For the non-OPEC countries, compliance has been much better compared to the OPEC-10 with compliance in July stood at 99% compared to 94% compliance with the OPEC-10, leading to an overall compliance of 96 % for OPEC + in July. The decline in non-OPEC group compliance is attributed to increasing production in Russia, which increased exports by 0.09 million bbl / d m / m leading to a 96% compliance in July compared to 100% in June. Related: Why Fracking activity did not increase when oil prices returned
Nigeria is currently seeking release of its ultra-light Agbami raw to be considered as a condensate by IOCs, a problem that is not new to OPEC. In 2017, Nigeria had sought exemption from its Agbami raw when it had to stay at a production limit of 1.8 million bbl / d, reported of nearly 450 thousand bbl / d condensates, according to national figures, significantly higher than external estimates of 200 – 250 thousand bbl / d.
In 1989, OPEC defined raw materials with an API higher than 50 as condensates. However, it is often difficult to monitor condensate production and distinguish it from crude oil, because condensates can be mixed with crude oil.
Condensates are a mixture of light hydrocarbons, composed of NGLs and naphtha with an API of 45 to 120. It is naturally separated from natural gas during production as its temperature and pressure decrease to atmospheric conditions. Condensates are usually lower priced than crude oil because they contain more LPGs and light naphtha, yet some condensate prices are higher than crude oil itself because they contain up to 40% jet fuel and diesel with lower residual yields.
According to Equinor, Agbami is classified as an ultra-light low-sulfur raw with an API density of 47.9, unlike Akpo, with an API of 46, which is classified as condensate by Total. Production of the Agbami crude varies between 160 thousand bbl / d and 250 thousand bbl / d, and the majority of it is exported to China, India, Australia, Spain, the Netherlands, and Brazil.

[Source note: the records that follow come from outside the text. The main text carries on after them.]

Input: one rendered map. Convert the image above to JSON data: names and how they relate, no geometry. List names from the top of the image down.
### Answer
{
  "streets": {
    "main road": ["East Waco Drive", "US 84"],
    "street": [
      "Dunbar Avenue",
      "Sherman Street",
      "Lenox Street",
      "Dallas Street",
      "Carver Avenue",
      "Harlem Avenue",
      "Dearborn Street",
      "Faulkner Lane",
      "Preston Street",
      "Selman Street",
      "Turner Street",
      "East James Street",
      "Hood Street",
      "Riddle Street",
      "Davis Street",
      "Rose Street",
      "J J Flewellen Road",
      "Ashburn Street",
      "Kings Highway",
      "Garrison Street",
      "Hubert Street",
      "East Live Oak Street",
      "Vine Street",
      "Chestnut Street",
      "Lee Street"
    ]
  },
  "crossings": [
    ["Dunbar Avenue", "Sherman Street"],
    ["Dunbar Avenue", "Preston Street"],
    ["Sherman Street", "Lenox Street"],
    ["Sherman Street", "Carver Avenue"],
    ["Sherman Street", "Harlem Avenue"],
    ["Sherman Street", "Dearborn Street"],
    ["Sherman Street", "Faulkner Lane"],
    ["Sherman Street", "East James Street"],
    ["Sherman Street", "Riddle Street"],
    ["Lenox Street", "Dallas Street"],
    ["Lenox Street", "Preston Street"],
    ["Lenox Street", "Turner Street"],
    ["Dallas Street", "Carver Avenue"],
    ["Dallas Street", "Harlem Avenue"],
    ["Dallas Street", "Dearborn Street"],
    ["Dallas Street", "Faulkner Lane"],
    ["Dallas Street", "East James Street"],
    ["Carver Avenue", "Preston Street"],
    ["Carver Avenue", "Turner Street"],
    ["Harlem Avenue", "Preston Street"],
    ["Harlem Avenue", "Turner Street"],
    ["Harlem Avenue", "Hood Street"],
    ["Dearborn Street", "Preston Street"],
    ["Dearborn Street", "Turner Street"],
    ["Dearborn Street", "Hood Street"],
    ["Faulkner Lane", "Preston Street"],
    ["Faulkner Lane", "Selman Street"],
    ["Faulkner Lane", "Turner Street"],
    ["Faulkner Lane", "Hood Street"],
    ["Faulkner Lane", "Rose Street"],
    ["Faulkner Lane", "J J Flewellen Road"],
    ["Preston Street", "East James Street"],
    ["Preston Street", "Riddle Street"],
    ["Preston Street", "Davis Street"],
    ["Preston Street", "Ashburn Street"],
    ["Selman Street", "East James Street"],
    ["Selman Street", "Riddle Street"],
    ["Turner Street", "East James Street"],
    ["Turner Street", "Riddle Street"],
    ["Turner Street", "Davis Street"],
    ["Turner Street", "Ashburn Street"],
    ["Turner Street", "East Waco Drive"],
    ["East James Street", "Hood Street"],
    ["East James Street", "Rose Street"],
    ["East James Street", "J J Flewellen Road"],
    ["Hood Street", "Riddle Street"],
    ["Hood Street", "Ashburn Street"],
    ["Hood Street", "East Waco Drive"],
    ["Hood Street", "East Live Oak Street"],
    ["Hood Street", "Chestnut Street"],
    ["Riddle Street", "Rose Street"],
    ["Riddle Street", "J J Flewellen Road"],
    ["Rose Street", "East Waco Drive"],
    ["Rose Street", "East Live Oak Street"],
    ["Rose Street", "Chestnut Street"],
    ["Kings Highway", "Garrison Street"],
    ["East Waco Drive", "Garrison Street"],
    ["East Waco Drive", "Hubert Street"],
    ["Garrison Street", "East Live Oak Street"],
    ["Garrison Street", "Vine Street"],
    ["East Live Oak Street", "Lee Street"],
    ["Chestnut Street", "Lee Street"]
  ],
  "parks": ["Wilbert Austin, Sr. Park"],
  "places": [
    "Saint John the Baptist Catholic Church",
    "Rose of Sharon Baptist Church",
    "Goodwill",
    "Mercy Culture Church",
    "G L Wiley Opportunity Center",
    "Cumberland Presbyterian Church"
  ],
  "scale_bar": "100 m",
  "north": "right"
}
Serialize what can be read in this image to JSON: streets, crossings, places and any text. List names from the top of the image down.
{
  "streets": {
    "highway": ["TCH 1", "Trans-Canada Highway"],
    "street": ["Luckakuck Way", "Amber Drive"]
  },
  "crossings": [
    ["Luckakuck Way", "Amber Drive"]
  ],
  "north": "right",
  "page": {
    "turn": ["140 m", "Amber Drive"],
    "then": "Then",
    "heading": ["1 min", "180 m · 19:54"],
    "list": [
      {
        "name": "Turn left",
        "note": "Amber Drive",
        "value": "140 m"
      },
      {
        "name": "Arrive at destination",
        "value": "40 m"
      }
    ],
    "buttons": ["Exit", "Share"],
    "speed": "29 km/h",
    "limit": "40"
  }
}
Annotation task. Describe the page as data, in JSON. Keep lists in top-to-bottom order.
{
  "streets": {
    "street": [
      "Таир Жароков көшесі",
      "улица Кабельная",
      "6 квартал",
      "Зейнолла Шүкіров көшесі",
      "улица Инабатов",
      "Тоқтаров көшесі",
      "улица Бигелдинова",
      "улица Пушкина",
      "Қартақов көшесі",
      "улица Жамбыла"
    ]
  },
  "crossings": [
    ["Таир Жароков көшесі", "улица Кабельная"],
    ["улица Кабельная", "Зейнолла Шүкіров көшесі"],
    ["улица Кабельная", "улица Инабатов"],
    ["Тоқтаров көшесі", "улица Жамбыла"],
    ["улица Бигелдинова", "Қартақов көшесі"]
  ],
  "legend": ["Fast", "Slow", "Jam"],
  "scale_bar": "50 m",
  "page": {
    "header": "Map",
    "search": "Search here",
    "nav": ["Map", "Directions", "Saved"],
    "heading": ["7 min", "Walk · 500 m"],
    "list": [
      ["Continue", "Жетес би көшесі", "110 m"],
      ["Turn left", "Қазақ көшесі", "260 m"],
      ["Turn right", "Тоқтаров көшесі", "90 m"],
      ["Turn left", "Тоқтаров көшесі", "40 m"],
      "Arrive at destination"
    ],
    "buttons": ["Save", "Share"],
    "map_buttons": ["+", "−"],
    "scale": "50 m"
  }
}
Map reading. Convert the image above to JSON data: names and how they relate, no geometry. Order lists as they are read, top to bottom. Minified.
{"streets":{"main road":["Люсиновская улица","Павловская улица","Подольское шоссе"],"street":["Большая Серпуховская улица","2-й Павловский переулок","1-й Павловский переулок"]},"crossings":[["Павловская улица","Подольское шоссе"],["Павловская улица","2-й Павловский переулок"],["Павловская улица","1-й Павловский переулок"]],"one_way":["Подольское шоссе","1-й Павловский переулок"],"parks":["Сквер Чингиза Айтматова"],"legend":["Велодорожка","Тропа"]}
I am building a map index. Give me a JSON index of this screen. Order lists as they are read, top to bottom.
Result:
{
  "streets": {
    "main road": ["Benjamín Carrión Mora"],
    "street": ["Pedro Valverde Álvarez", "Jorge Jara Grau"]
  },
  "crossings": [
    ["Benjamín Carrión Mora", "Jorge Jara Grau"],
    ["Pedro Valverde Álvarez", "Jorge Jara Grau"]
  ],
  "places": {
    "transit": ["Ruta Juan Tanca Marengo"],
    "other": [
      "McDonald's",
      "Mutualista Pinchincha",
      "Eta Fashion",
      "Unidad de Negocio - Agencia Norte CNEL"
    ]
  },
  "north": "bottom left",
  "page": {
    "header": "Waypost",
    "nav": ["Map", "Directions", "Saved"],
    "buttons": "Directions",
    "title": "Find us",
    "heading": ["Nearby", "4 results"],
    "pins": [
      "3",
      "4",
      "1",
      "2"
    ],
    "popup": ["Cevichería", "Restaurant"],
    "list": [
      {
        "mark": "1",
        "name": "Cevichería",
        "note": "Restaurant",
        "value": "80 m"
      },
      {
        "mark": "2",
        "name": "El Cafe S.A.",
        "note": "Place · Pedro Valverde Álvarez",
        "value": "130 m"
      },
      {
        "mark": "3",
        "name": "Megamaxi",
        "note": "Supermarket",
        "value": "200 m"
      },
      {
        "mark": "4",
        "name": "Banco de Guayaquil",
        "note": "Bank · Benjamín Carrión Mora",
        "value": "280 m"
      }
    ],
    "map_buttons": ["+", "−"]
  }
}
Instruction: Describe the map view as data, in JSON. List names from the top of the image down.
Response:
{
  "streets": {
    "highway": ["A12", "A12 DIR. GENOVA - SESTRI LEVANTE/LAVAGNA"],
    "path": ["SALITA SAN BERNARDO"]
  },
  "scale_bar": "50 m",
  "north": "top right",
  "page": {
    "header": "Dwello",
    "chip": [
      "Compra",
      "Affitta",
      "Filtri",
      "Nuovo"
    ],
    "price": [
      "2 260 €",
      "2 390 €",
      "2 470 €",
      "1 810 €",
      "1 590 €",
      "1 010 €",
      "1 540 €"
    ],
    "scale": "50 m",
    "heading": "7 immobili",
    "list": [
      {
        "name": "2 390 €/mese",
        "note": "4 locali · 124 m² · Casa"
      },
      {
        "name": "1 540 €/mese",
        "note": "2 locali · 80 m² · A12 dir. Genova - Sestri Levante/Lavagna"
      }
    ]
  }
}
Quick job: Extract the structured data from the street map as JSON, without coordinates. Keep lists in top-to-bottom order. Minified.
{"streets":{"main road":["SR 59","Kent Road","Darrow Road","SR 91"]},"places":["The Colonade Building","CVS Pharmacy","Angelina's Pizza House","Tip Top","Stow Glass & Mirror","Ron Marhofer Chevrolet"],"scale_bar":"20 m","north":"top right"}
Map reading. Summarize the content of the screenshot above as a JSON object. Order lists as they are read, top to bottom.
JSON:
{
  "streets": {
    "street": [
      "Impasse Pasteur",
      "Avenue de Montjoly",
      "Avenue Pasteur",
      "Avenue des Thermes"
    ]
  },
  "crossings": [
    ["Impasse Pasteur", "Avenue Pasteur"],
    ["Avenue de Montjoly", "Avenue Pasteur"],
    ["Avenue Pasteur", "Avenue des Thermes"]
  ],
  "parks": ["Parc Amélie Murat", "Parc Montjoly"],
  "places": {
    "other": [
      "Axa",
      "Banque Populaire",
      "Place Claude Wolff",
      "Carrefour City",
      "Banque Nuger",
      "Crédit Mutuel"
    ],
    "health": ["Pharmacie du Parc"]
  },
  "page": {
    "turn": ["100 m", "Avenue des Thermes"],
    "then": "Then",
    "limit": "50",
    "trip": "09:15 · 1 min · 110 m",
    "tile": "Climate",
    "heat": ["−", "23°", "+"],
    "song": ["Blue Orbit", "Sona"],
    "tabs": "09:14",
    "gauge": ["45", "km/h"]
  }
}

If OPEC frees Nigeria’s Agbami raw, as is the case with Russia, about 160 thousand bbl / d of production will be removed from Nigeria’s official production number, leading to an increase in compliance to 103% from just 65% in July. Other African producers namely Congo, Equatorial Guinea, and Gabon continue to produce well above their production targets, which continues to affect the group’s overall compliance rate, an issue we expect to be on the agenda of the next JMMC.